This year's spring assembly of the German bishops' conference, scheduled in Mainz March 2-5, will be dominated by the election of a successor to the its current president, Cardinal Reinhard Marx of Munich and Freising.

The cardinal, 66, is retiring from presidency and has said it is time for a younger generation to take the helm, reported the German Catholic news agency, KNA.

Cardinal Marx has won praise for being down to earth and diplomatic and, most of all, for having good connections to Pope Francis, all of which made him an effective representative of his fellow bishops, KNA reported.

The conference vice president, Bishop Franz-Josef Bode of Osnabruck, 69, has already said he will not run for president. Cardinal Rainer Maria Woelki of Cologne also has ruled out running.
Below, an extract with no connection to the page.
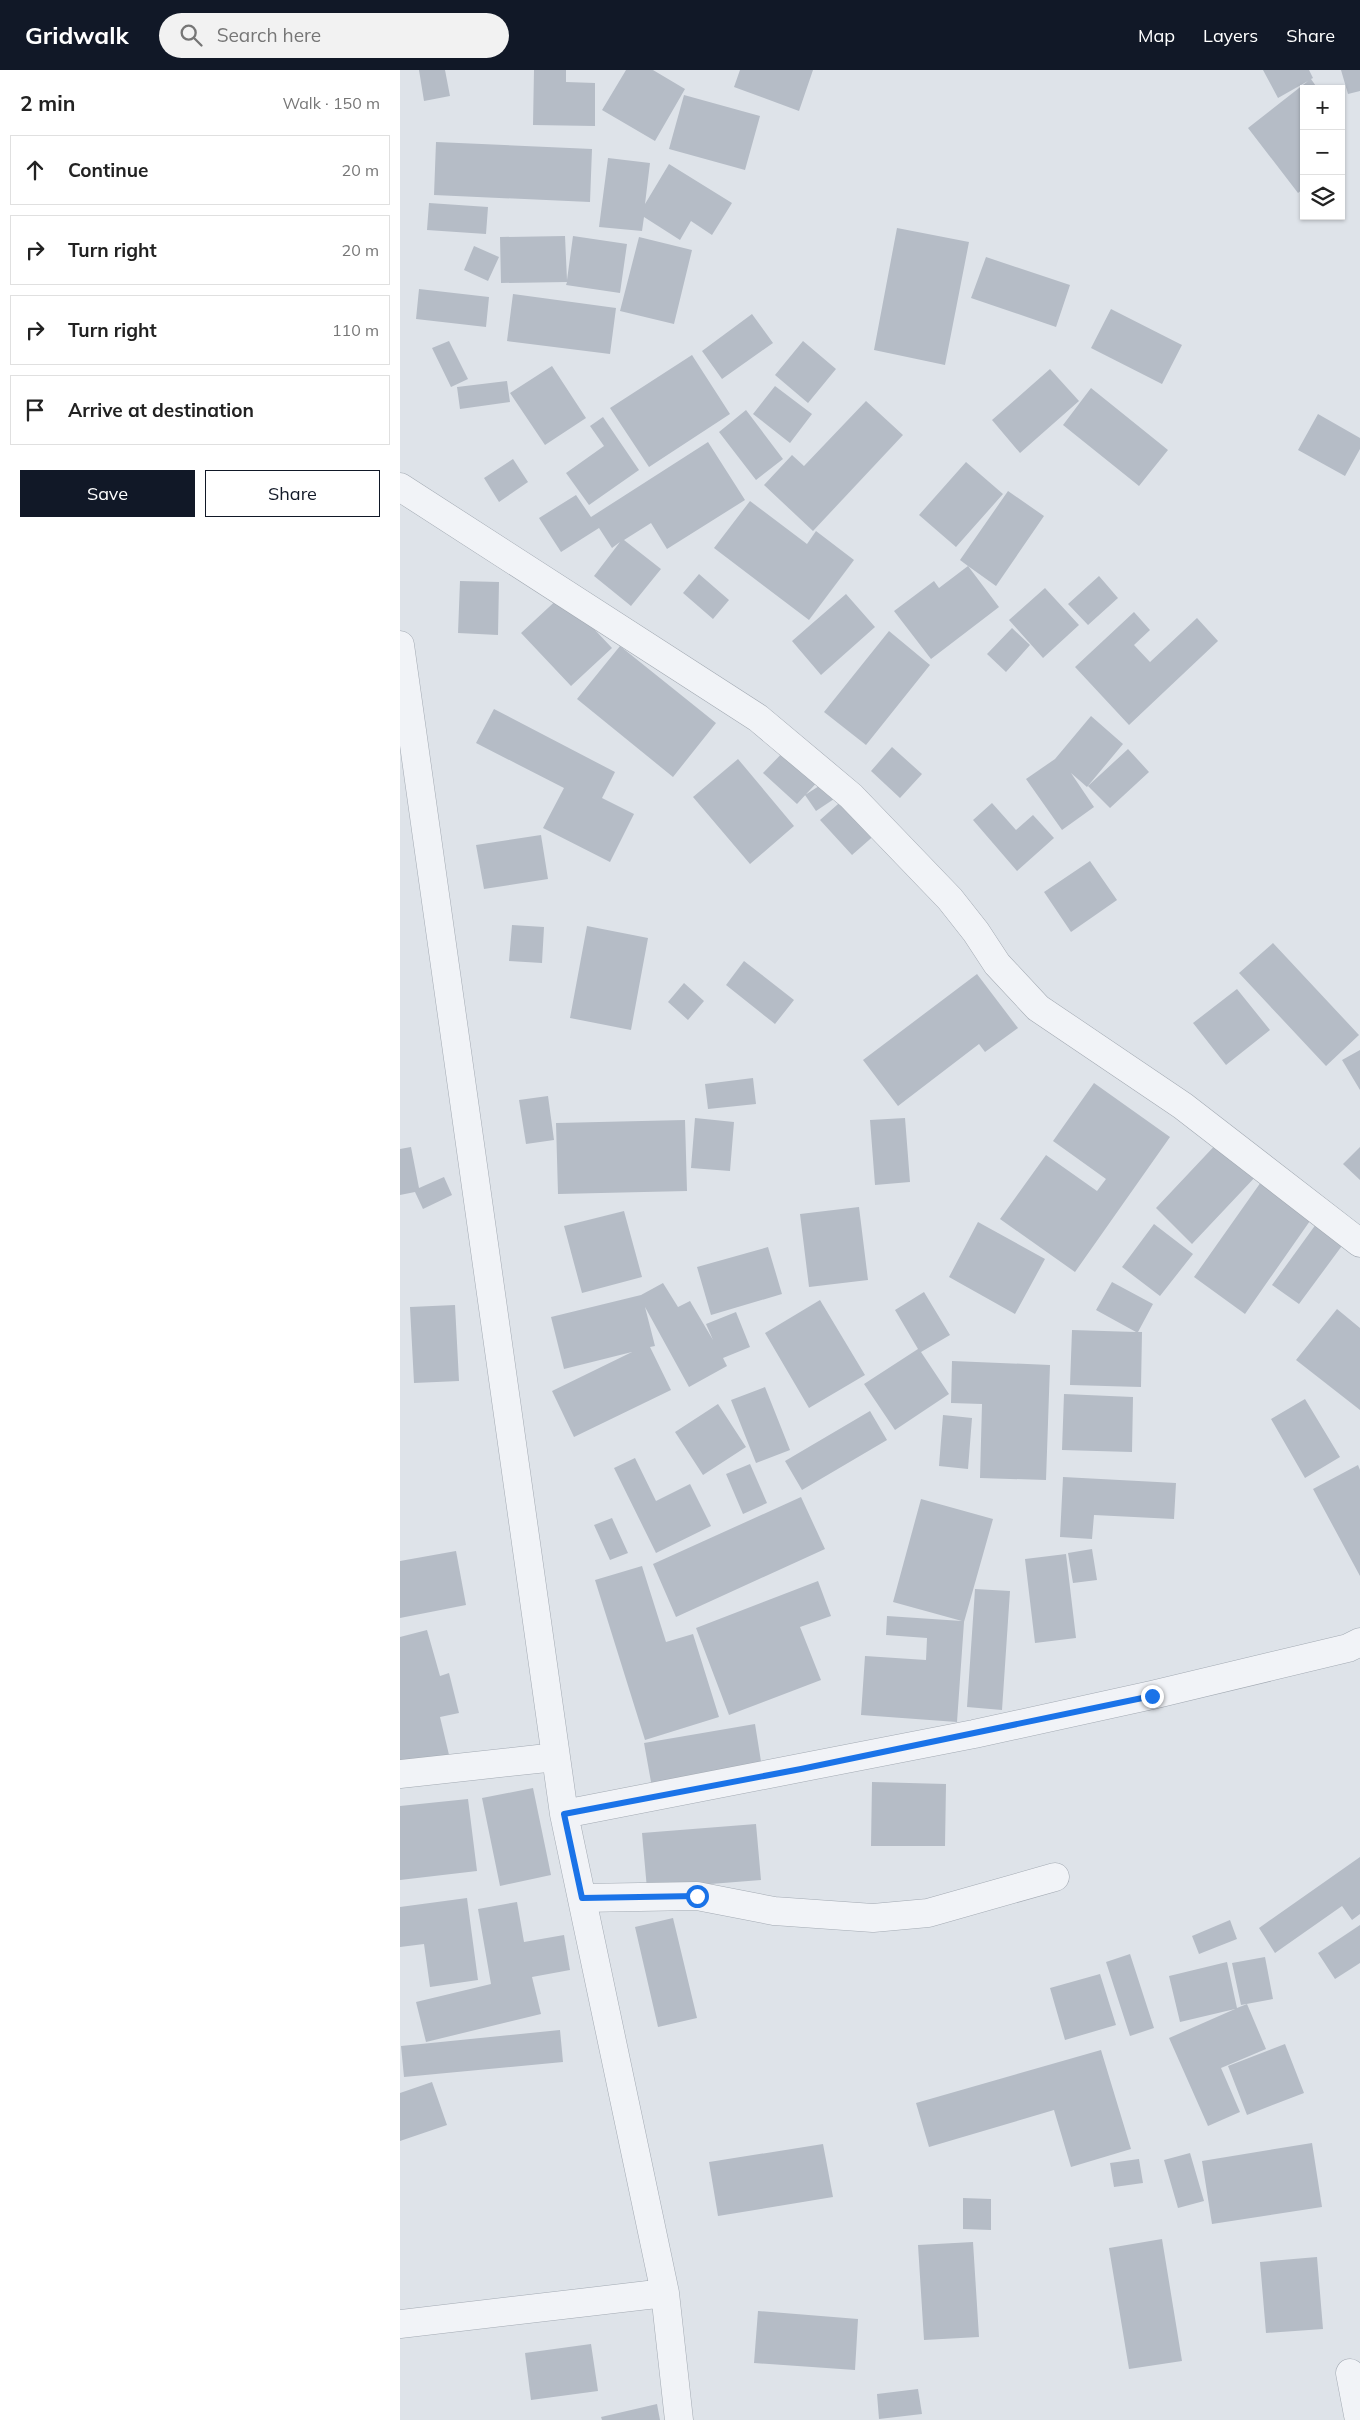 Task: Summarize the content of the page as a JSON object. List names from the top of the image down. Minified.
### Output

There is intense media interest in the meeting, not the least because of the other issues the bishops will address, including further efforts to tackle the sexual abuse scandal. Abuse victims are still waiting for the church to agree on compensation for their suffering. Sums of up to 400,000 euros (US$434,000) per victim have been discussed, a level that poorer dioceses may not be able to afford.

The spokesman on abuse issues for the German bishops' conference, Trier Bishop Stephan Ackermann, said recently he was confident an agreement on compensation would soon be reached.

The abuse scandal and its aftermath were a major driving force behind the Synodal Path reform process, an attempt by bishops and laypeople to restore confidence in the church. The bishops' meeting in Mainz will take stock of the Jan. 30-Feb. 1 Synodal Assembly in Frankfurt, which launched the reform dialogue.

The meeting is also likely to analyze "Querida Amazonia," (Beloved Amazonia), Pope Francis' post- apostolic exhortation on the October Synod of Bishops for the Amazon.